ESMValGroup / ESMValCore

ESMValCore: A community tool for pre-processing data from Earth system models in CMIP and running analysis scripts.
https://www.esmvaltool.org
Apache License 2.0
42 stars 38 forks source link

Merge configuration object from multiple files (instead of one single file) #2448

Closed schlunma closed 4 days ago

schlunma commented 4 months ago

Description

This PR is the first step towards our new configuration system (see https://github.com/ESMValGroup/ESMValCore/issues/2371). It allows reading the configuration from multiple files (and directories), similar to Dask's configuration. The different files are merged using dask.config.collect().

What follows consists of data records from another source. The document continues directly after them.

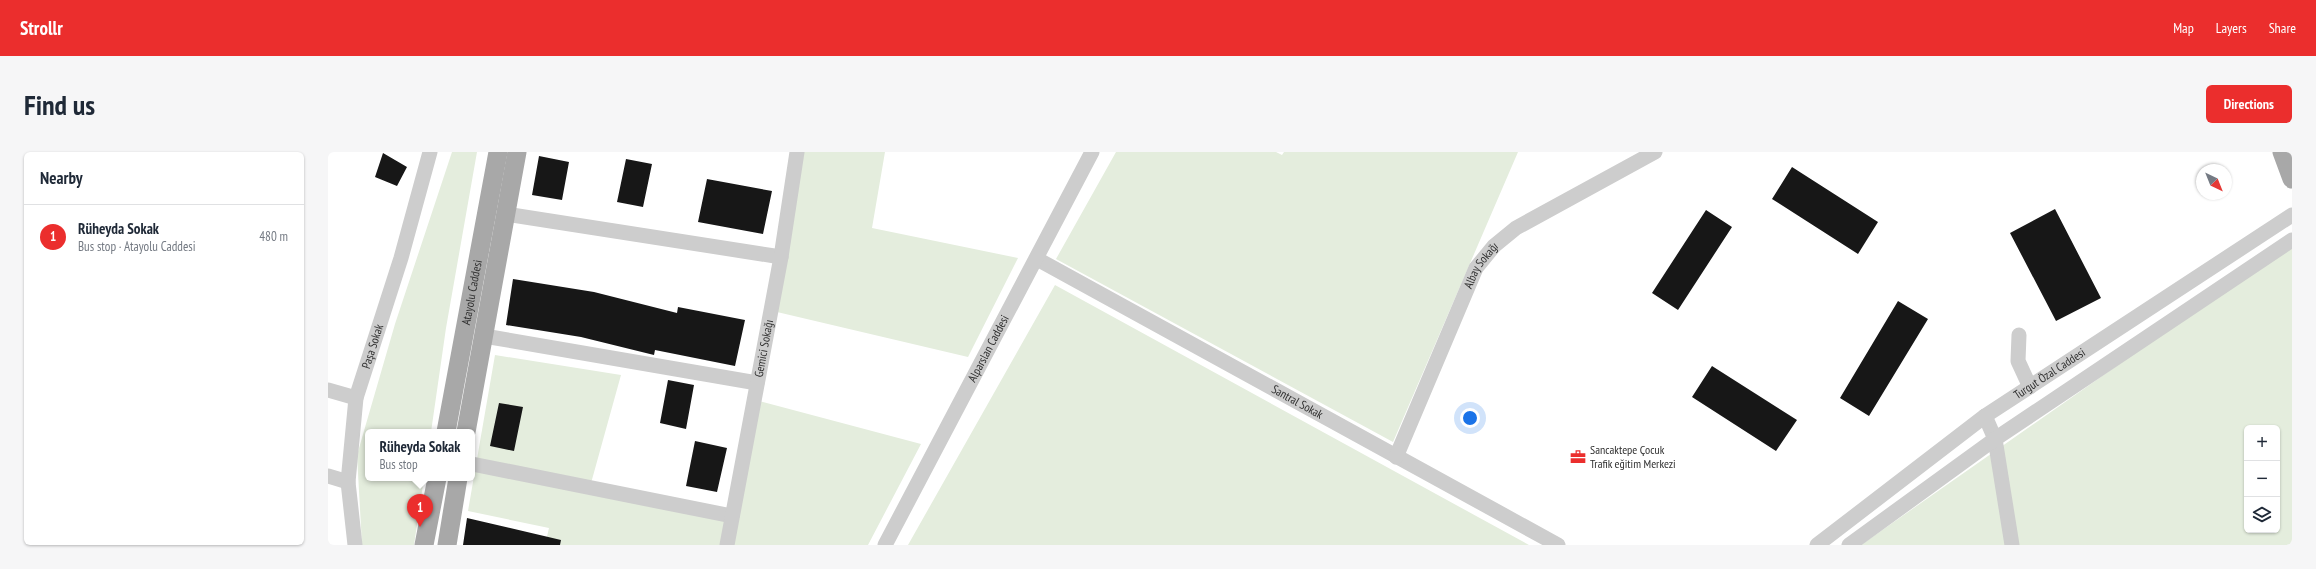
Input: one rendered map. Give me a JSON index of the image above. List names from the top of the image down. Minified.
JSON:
{"streets":{"main road":["Atayolu Caddesi"],"street":["Albay Sokağı","Paşa Sokak","Gemici Sokağı","Alparslan Caddesi","Turgut Özal Caddesi","Santral Sokak"]},"crossings":[["Albay Sokağı","Santral Sokak"],["Alparslan Caddesi","Santral Sokak"]],"places":{"office":["Sancaktepe Çocuk Trafik eğitim Merkezi"]},"north":"bottom right","page":{"header":"Strollr","nav":["Map","Layers","Share"],"buttons":"Directions","title":"Find us","heading":"Nearby","list":[{"mark":"1","name":"Rüheyda Sokak","note":"Bus stop · Atayolu Caddesi","value":"480 m"}],"map_buttons":["+","−"],"popup":["Rüheyda Sokak","Bus stop"],"pins":"1"}}
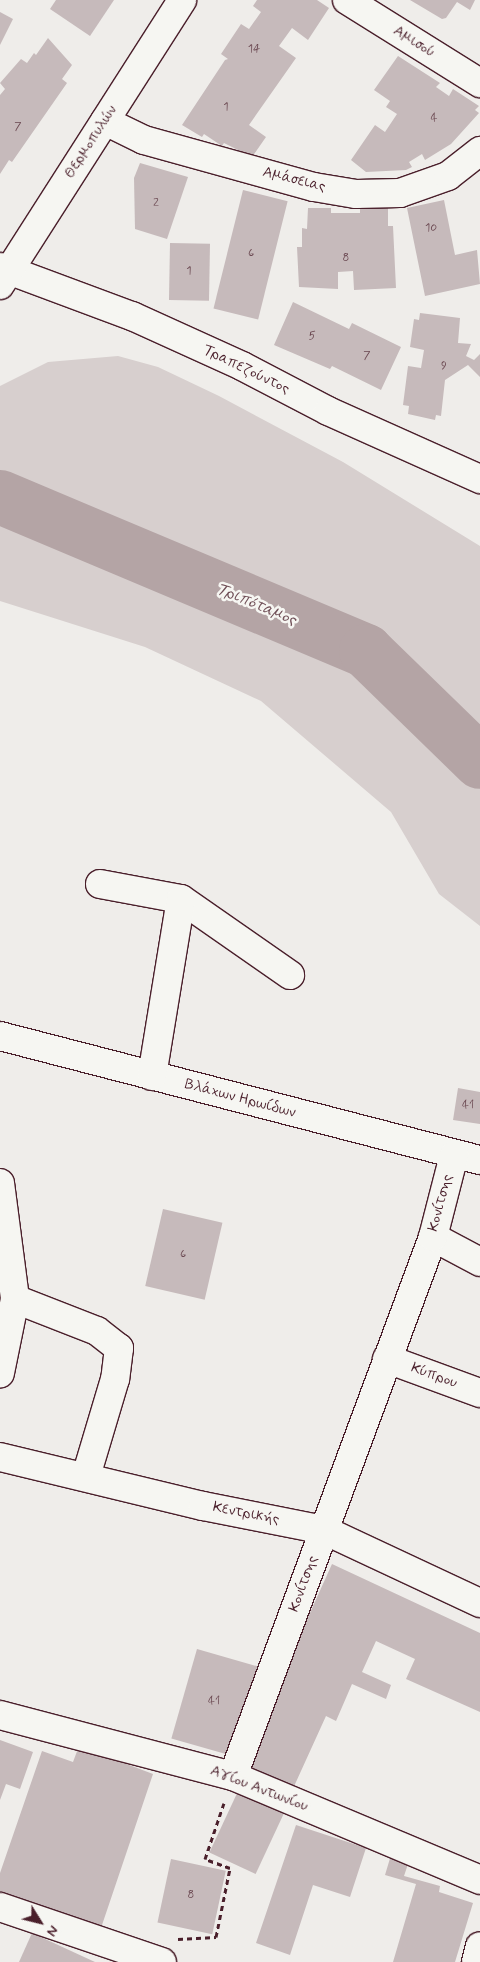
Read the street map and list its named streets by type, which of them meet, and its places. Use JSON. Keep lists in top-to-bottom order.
{
  "streets": {
    "street": [
      "Αμισού",
      "Θερμοπυλών",
      "Αμάσειας",
      "Τραπεζούντος",
      "Βλάχων Ηρωίδων",
      "Κονίτσης",
      "Κύπρου",
      "Κεντρικής",
      "Αγίου Αντωνίου"
    ]
  },
  "crossings": [
    ["Θερμοπυλών", "Αμάσειας"],
    ["Θερμοπυλών", "Τραπεζούντος"],
    ["Βλάχων Ηρωίδων", "Κονίτσης"],
    ["Κονίτσης", "Κύπρου"],
    ["Κονίτσης", "Κεντρικής"],
    ["Κονίτσης", "Αγίου Αντωνίου"]
  ],
  "water": ["Τριπόταμος"],
  "house_numbers": [
    "14",
    "1",
    "4",
    "7",
    "2",
    "10",
    "6",
    "8",
    "1",
    "5",
    "7",
    "9",
    "41",
    "6",
    "41",
    "8"
  ],
  "north": "bottom right"
}
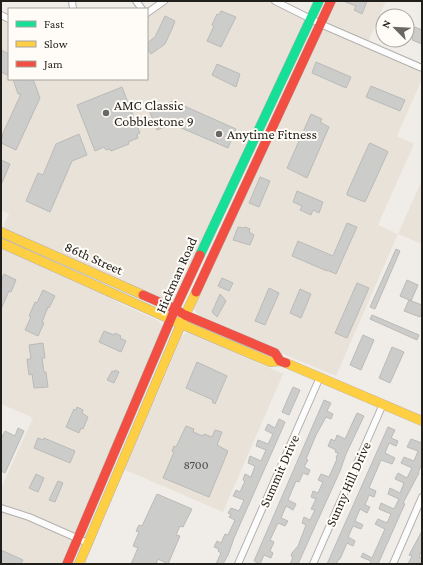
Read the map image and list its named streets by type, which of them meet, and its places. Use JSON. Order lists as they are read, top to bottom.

The following directories are considered (descending priority):

  1. The directory specified via the --config_dir command line argument
  2. User configuration directory (by default ~/.config/esmvaltool, but this can be changed with the ESMVALTOOL_CONFIG_DIR environment variable)
  3. Default configuration in repository (esmvalcore/config/configurations/defaults)

Please note that these directories may only contain those files that we used to call "user configuration files". If an old "developer configuration file" (or any other YAML file with a different format) is present in this directory, this will lead to errors about invalid configuration options.

Detailed instructions on how to update your existing setup can be found in the deprecation warnings that you get from running the tool, or in the section on deprecations below.

Related to #2371 Closes #805 Closes #1433

Link to documentation:

Deprecations (since v2.12.0, will be removed in v2.14.0)

Usage of single configuration file ~/.esmvaltool/config-user.yml

As mentioned above, ESMValTool will now read configuration directories (instead of one single file). By default, the directory ~/.config/esmvaltool will be considered (can be changed with command line argument --config_dir; see below). To switch to the new format, run

mkdir -p ~/.config/esmvaltool && mv ~/.esmvaltool/config-user.yml ~/.config/esmvaltool

Then you can run ESMValTool with

esmvaltool run <other optional command line options> <recipe>

Configuration option config_file / command line argument --config_file:

As mentioned above, ESMValTool will now read configuration directories (instead of one single file). Instead of specifying one file, specify a configuration directory with --config_dir. To switch to the new format, ensure that the directory that contains your old config file only contains this one YAML file (no other YAML files like old "developer" configuration files) and run ESMValTool with

esmvaltool run --config_dir=<path/to/your/old/config_dir> <other optional command line options> <recipe>

Config.load_from_file():

Please Config.load_from_dirs() instead, e.g.

from pathlib import Path
config_file = Path('path/to/my/config_file.yml')
CFG.load_from_dirs([config_file.parent])

Session.config_dir:

There is no replacement for this attribute.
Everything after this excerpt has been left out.